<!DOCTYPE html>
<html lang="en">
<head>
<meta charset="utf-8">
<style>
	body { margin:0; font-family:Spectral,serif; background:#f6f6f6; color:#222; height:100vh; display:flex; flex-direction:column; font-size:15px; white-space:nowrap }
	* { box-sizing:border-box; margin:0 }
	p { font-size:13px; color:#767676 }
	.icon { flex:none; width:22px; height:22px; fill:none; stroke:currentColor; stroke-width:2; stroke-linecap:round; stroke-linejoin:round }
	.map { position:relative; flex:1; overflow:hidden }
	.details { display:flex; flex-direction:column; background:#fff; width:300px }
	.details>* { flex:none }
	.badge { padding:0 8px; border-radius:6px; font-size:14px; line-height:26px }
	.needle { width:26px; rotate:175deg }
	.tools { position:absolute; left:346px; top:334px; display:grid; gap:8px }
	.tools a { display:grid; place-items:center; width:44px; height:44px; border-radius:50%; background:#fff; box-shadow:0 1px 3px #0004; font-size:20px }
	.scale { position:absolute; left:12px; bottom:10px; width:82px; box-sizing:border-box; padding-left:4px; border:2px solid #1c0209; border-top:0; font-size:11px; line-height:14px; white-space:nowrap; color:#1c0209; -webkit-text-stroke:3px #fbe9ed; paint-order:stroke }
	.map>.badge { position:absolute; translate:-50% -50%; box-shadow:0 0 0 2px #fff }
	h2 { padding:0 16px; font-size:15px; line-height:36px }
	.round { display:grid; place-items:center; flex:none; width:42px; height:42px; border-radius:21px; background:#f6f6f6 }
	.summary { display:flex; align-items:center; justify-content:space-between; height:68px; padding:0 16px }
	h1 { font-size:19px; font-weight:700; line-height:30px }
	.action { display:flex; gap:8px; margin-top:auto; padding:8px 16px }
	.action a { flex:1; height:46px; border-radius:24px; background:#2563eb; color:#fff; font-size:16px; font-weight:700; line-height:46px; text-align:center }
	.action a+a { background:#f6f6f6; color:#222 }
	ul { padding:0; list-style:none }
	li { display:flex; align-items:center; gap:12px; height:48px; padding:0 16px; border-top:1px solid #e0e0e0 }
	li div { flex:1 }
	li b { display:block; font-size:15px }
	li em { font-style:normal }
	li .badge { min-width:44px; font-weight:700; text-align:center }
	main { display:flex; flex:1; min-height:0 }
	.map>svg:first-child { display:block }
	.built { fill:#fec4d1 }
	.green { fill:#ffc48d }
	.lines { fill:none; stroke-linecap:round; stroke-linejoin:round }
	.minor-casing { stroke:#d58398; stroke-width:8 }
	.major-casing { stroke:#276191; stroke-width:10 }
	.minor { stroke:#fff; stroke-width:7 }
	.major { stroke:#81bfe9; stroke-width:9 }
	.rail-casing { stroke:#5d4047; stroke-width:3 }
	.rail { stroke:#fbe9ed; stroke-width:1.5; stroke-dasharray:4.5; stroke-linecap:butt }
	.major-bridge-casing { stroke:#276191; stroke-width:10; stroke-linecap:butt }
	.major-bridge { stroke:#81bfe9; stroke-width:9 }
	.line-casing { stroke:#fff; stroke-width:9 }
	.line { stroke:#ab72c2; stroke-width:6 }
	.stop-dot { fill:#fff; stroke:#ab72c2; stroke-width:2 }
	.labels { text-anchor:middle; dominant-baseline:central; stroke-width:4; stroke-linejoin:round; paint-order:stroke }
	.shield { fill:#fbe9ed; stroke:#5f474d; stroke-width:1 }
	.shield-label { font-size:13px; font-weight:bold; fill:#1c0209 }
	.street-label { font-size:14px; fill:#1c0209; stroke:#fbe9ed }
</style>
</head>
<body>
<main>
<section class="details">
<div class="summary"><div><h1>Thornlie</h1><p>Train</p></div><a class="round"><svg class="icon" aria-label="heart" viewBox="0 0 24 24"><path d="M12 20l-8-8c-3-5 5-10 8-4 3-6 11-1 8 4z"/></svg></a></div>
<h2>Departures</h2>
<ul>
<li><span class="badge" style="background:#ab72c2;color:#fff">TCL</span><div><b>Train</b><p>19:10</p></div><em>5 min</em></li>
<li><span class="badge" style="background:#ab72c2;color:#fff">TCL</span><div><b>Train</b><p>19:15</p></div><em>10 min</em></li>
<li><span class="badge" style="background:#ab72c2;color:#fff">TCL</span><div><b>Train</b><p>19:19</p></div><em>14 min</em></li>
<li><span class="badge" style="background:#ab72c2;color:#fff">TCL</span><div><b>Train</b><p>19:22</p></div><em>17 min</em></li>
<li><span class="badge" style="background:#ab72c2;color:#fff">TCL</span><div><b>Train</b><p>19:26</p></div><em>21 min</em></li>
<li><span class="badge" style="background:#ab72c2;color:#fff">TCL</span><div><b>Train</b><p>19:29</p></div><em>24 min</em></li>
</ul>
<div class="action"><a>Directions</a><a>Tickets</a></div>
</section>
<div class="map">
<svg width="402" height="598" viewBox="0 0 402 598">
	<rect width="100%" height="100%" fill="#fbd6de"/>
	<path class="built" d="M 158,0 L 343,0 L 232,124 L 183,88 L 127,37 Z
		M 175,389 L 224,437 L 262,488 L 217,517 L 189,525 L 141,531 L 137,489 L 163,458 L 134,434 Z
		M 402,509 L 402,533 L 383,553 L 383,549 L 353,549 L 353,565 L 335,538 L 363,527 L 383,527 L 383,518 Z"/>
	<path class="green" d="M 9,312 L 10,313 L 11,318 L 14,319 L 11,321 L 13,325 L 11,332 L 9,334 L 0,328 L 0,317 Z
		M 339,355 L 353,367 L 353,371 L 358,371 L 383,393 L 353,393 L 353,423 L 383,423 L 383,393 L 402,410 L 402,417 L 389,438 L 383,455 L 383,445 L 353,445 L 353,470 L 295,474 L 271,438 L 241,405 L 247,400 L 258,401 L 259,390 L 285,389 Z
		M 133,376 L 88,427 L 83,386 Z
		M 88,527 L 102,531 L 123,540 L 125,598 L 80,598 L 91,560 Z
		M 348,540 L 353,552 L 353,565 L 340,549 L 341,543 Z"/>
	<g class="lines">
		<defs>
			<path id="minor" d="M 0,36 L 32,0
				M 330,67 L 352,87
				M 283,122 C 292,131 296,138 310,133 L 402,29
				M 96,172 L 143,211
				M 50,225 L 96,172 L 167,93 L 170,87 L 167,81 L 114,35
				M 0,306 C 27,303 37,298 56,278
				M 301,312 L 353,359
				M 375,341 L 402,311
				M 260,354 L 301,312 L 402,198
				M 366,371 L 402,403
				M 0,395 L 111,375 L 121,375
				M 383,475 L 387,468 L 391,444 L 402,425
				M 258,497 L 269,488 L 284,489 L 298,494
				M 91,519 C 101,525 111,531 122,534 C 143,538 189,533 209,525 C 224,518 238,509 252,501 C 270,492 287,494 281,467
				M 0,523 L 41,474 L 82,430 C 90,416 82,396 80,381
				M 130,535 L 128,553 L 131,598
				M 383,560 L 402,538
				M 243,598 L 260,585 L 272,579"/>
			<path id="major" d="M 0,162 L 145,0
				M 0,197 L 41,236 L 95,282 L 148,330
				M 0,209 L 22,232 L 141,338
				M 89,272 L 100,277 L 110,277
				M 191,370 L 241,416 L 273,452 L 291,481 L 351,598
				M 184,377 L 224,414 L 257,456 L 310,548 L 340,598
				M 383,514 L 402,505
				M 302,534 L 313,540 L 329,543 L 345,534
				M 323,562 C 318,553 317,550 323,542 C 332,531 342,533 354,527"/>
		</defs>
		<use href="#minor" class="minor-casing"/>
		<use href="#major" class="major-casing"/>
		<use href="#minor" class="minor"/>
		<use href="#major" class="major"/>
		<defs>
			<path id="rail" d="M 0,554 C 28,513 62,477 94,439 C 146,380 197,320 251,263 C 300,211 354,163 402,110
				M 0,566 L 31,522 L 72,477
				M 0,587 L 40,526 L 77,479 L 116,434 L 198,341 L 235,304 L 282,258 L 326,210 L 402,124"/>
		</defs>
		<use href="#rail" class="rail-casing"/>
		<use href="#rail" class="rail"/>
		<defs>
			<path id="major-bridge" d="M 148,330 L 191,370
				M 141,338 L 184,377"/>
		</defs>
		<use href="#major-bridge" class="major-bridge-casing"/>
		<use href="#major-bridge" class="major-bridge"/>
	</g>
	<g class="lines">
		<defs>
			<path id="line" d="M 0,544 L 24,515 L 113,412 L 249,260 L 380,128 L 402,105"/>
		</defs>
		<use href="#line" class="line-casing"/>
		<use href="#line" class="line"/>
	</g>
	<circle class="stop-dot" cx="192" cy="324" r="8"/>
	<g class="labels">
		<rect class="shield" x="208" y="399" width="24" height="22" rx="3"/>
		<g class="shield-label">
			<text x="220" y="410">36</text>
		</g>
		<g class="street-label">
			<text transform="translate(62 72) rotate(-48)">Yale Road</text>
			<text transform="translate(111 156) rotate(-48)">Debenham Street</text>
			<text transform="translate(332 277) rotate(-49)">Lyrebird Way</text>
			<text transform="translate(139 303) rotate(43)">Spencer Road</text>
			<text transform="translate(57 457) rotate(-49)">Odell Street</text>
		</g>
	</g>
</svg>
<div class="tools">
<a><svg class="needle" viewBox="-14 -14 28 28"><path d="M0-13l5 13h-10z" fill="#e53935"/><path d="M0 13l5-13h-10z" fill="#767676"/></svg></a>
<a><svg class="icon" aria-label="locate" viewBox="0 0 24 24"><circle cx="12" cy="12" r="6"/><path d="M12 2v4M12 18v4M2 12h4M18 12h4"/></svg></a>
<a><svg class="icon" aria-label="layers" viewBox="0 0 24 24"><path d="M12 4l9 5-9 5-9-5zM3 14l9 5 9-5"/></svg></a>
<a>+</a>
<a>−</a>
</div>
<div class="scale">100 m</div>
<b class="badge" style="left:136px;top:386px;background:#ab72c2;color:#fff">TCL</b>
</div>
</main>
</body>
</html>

- [Exercise]: Once the line with "M 141,338 L" is found, transcribe it and each line after it through the final line of the entries, exactly and only.

- [Solution to the problem]:
				M 141,338 L 184,377"/>
		</defs>
		<use href="#major-bridge" class="major-bridge-casing"/>
		<use href="#major-bridge" class="major-bridge"/>
	</g>
	<g class="lines">
		<defs>
			<path id="line" d="M 0,544 L 24,515 L 113,412 L 249,260 L 380,128 L 402,105"/>
		</defs>
		<use href="#line" class="line-casing"/>
		<use href="#line" class="line"/>
	</g>
	<circle class="stop-dot" cx="192" cy="324" r="8"/>
	<g class="labels">
		<rect class="shield" x="208" y="399" width="24" height="22" rx="3"/>
		<g class="shield-label">
			<text x="220" y="410">36</text>
		</g>
		<g class="street-label">
			<text transform="translate(62 72) rotate(-48)">Yale Road</text>
			<text transform="translate(111 156) rotate(-48)">Debenham Street</text>
			<text transform="translate(332 277) rotate(-49)">Lyrebird Way</text>
			<text transform="translate(139 303) rotate(43)">Spencer Road</text>
			<text transform="translate(57 457) rotate(-49)">Odell Street</text>
		</g>
	</g>
</svg>
<div class="tools">
<a><svg class="needle" viewBox="-14 -14 28 28"><path d="M0-13l5 13h-10z" fill="#e53935"/><path d="M0 13l5-13h-10z" fill="#767676"/></svg></a>
<a><svg class="icon" aria-label="locate" viewBox="0 0 24 24"><circle cx="12" cy="12" r="6"/><path d="M12 2v4M12 18v4M2 12h4M18 12h4"/></svg></a>
<a><svg class="icon" aria-label="layers" viewBox="0 0 24 24"><path d="M12 4l9 5-9 5-9-5zM3 14l9 5 9-5"/></svg></a>
<a>+</a>
<a>−</a>
</div>
<div class="scale">100 m</div>
<b class="badge" style="left:136px;top:386px;background:#ab72c2;color:#fff">TCL</b>
</div>
</main>
</body>
</html>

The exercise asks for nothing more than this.